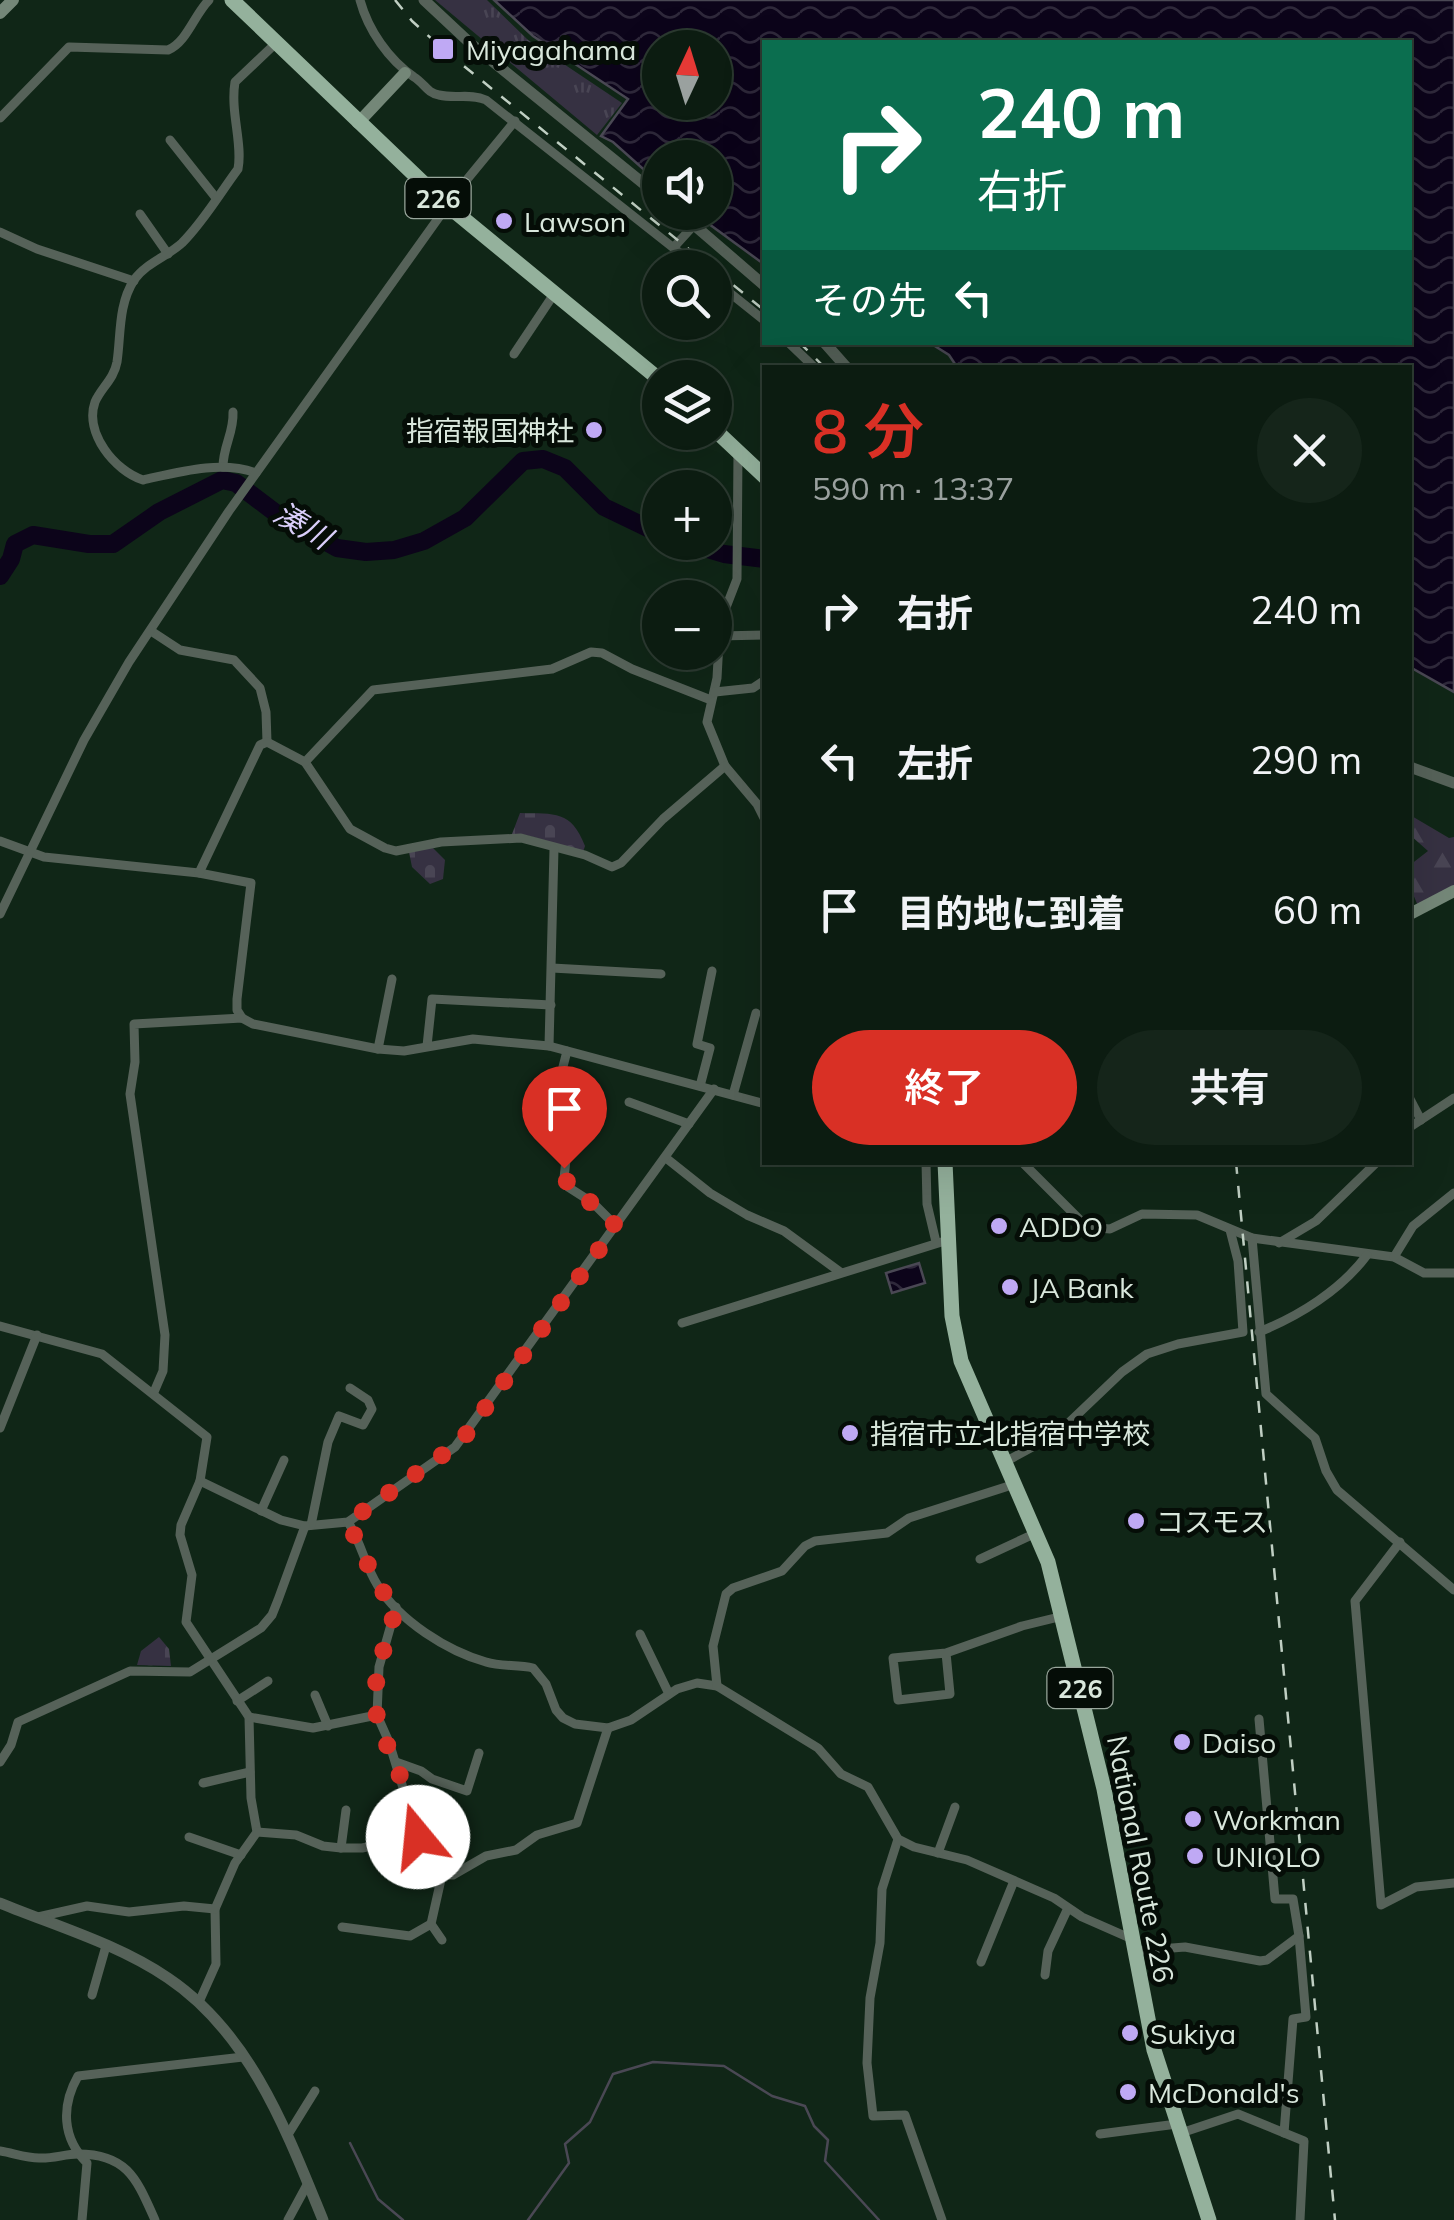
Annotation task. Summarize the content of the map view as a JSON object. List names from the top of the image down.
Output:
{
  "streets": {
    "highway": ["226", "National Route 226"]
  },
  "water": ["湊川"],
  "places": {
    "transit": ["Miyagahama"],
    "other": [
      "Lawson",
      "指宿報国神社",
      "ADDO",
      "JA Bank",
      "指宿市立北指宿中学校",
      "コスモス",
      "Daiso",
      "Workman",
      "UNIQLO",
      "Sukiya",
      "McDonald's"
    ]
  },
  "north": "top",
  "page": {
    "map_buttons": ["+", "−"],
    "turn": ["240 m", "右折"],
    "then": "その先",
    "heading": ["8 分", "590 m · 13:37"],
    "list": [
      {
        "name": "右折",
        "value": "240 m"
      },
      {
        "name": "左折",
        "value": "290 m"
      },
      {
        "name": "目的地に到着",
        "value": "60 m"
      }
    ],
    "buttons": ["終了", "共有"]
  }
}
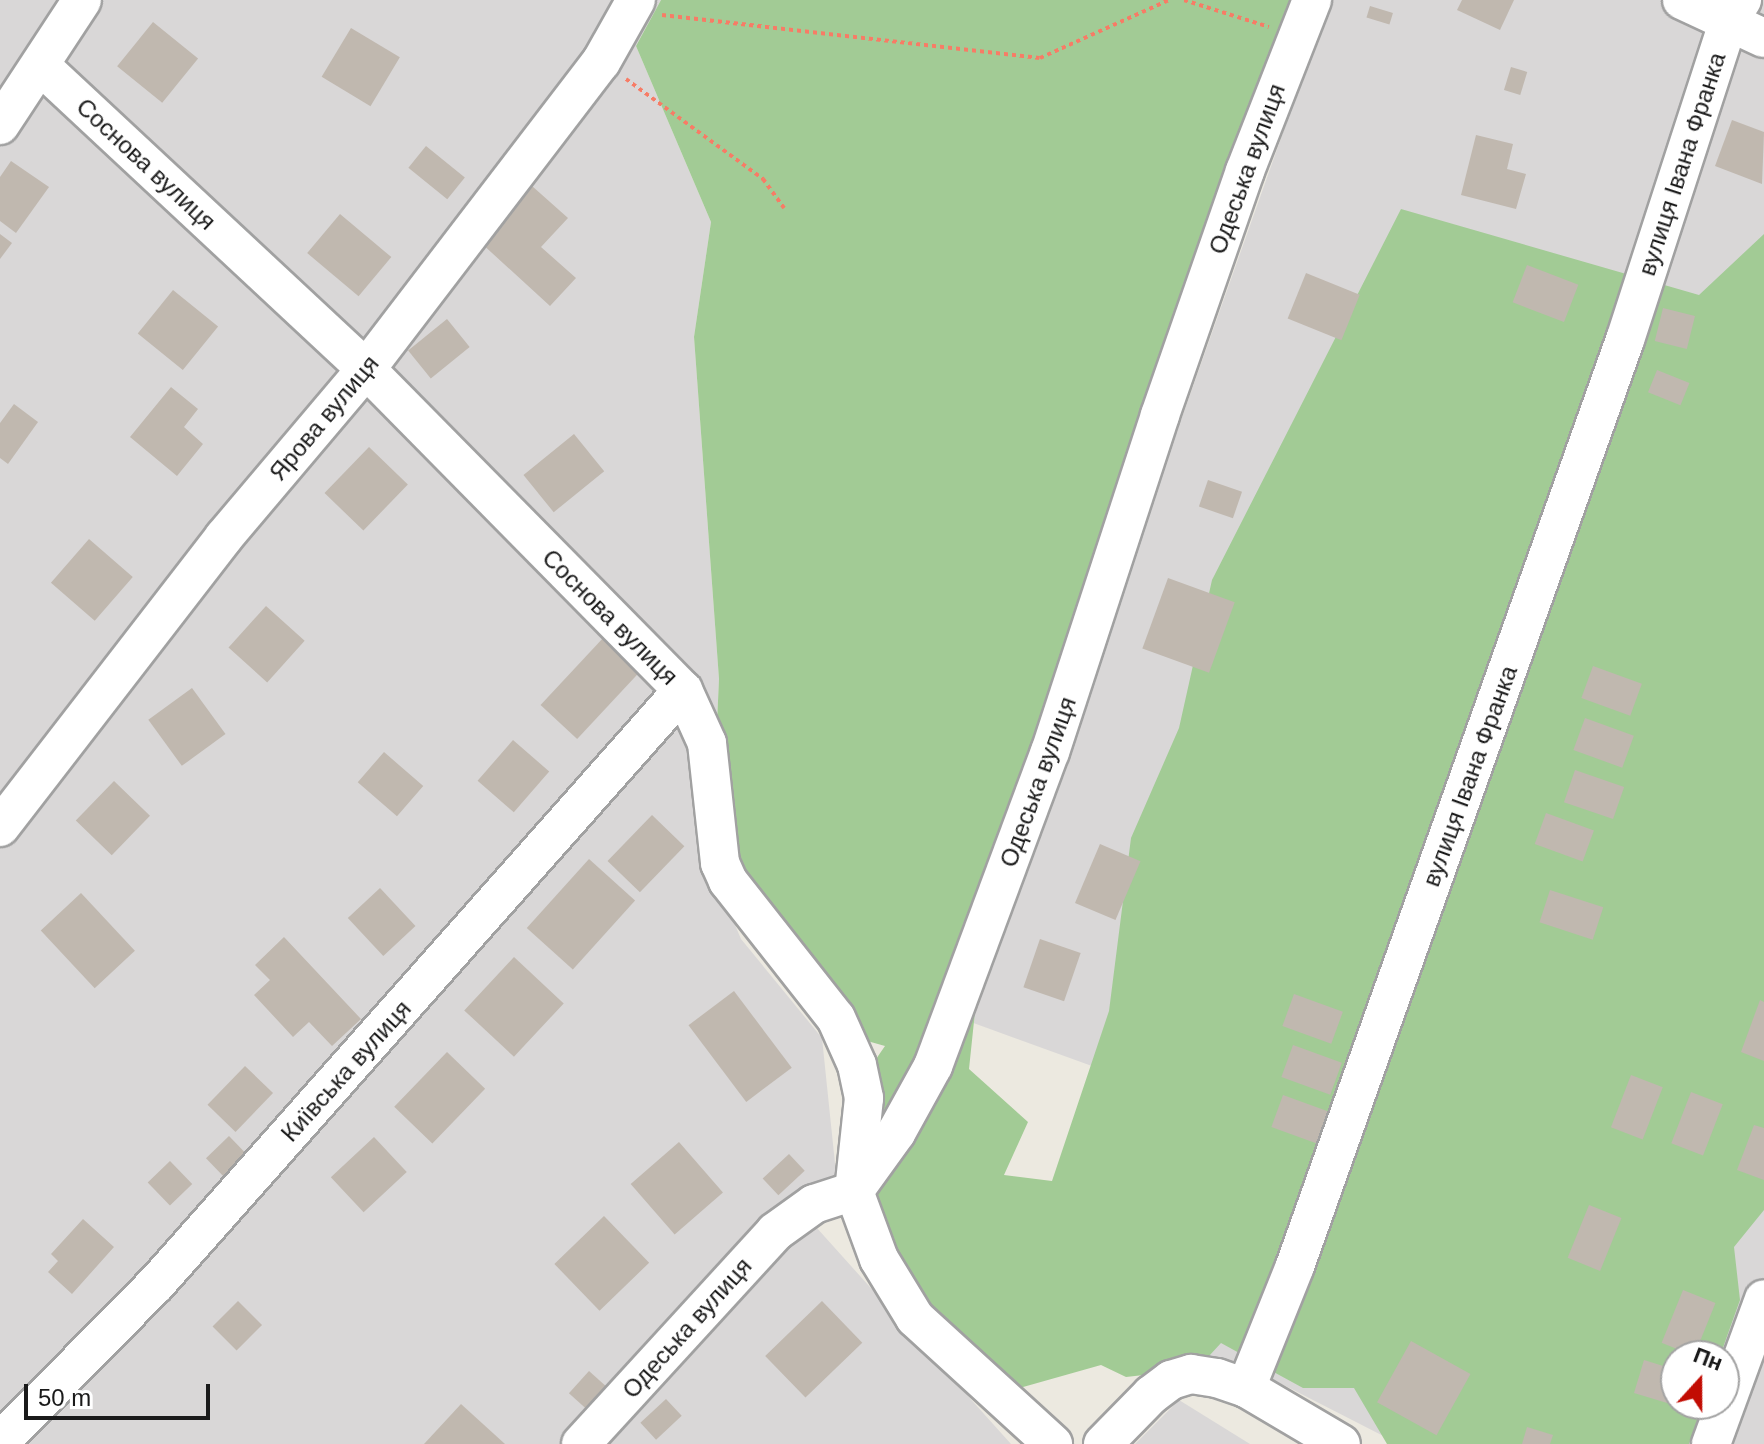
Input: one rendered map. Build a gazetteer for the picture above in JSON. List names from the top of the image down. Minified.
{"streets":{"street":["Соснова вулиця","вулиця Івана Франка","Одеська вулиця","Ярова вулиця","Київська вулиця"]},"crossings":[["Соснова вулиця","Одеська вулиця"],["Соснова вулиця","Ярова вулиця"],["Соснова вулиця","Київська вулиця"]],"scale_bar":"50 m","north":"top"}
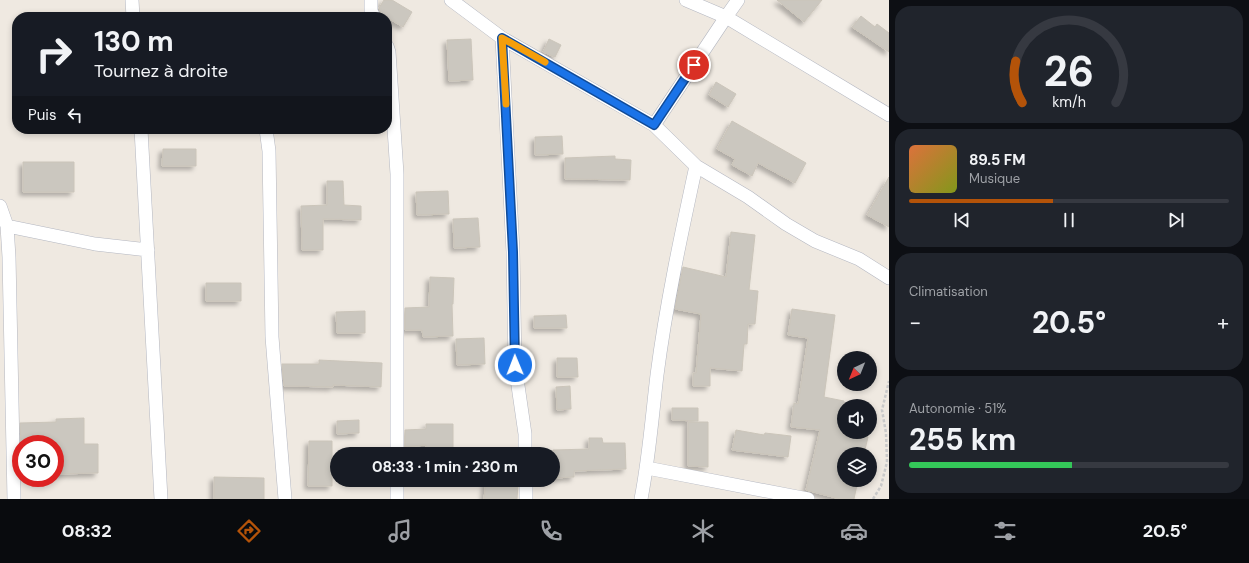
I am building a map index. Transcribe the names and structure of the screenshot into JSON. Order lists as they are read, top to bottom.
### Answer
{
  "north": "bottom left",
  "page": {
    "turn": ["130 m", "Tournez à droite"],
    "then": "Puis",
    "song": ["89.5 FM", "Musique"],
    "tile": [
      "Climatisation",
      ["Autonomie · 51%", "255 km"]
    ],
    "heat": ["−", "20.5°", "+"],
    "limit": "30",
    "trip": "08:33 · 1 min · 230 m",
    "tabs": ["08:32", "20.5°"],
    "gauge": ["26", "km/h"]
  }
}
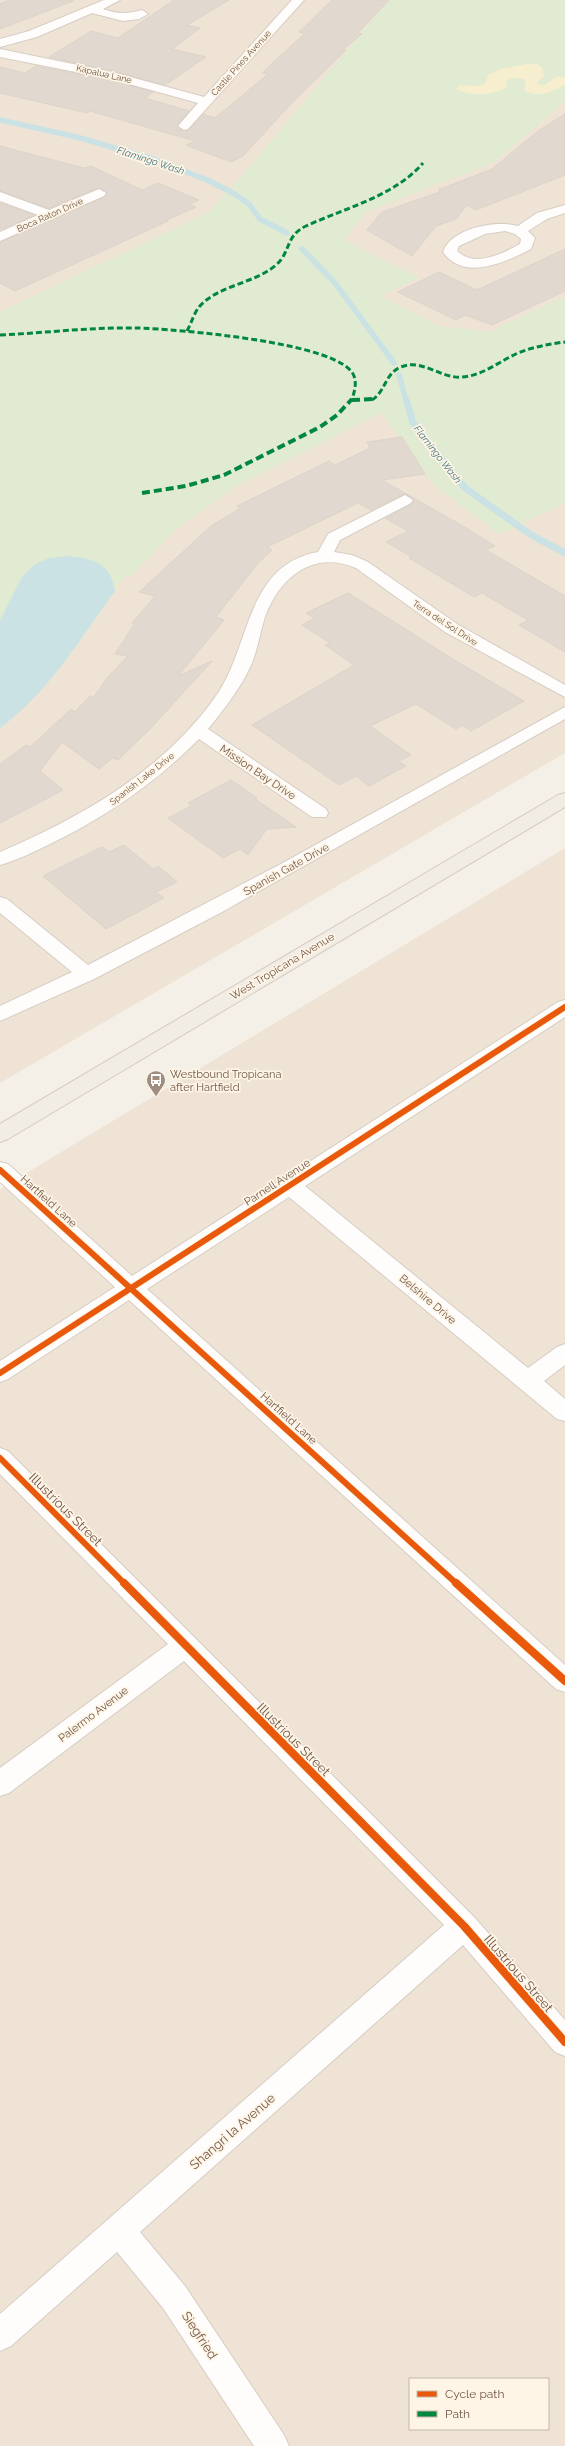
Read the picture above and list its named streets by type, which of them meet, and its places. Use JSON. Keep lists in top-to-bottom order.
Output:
━━━━━━━━
*YOUR INSTRUCTIONS*:
With the pictures removed, set down the entire listing exactly.

*ANSWER TO THIS TASK*:
Annotation task. Summarize the content of the map view as a JSON object. List names from the top of the image down.
Output:
{
  "streets": {
    "highway": ["226", "National Route 226"]
  },
  "water": ["湊川"],
  "places": {
    "transit": ["Miyagahama"],
    "other": [
      "Lawson",
      "指宿報国神社",
      "ADDO",
      "JA Bank",
      "指宿市立北指宿中学校",
      "コスモス",
      "Daiso",
      "Workman",
      "UNIQLO",
      "Sukiya",
      "McDonald's"
    ]
  },
  "north": "top",
  "page": {
    "map_buttons": ["+", "−"],
    "turn": ["240 m", "右折"],
    "then": "その先",
    "heading": ["8 分", "590 m · 13:37"],
    "list": [
      {
        "name": "右折",
        "value": "240 m"
      },
      {
        "name": "左折",
        "value": "290 m"
      },
      {
        "name": "目的地に到着",
        "value": "60 m"
      }
    ],
    "buttons": ["終了", "共有"]
  }
}
Input: one rendered map. Build a gazetteer for the picture above in JSON. List names from the top of the image down. Minified.
{"streets":{"street":["Соснова вулиця","вулиця Івана Франка","Одеська вулиця","Ярова вулиця","Київська вулиця"]},"crossings":[["Соснова вулиця","Одеська вулиця"],["Соснова вулиця","Ярова вулиця"],["Соснова вулиця","Київська вулиця"]],"scale_bar":"50 m","north":"top"}
I am building a map index. Transcribe the names and structure of the screenshot into JSON. Order lists as they are read, top to bottom.
### Answer
{
  "north": "bottom left",
  "page": {
    "turn": ["130 m", "Tournez à droite"],
    "then": "Puis",
    "song": ["89.5 FM", "Musique"],
    "tile": [
      "Climatisation",
      ["Autonomie · 51%", "255 km"]
    ],
    "heat": ["−", "20.5°", "+"],
    "limit": "30",
    "trip": "08:33 · 1 min · 230 m",
    "tabs": ["08:32", "20.5°"],
    "gauge": ["26", "km/h"]
  }
}
Read the picture above and list its named streets by type, which of them meet, and its places. Use JSON. Keep lists in top-to-bottom order.
Output:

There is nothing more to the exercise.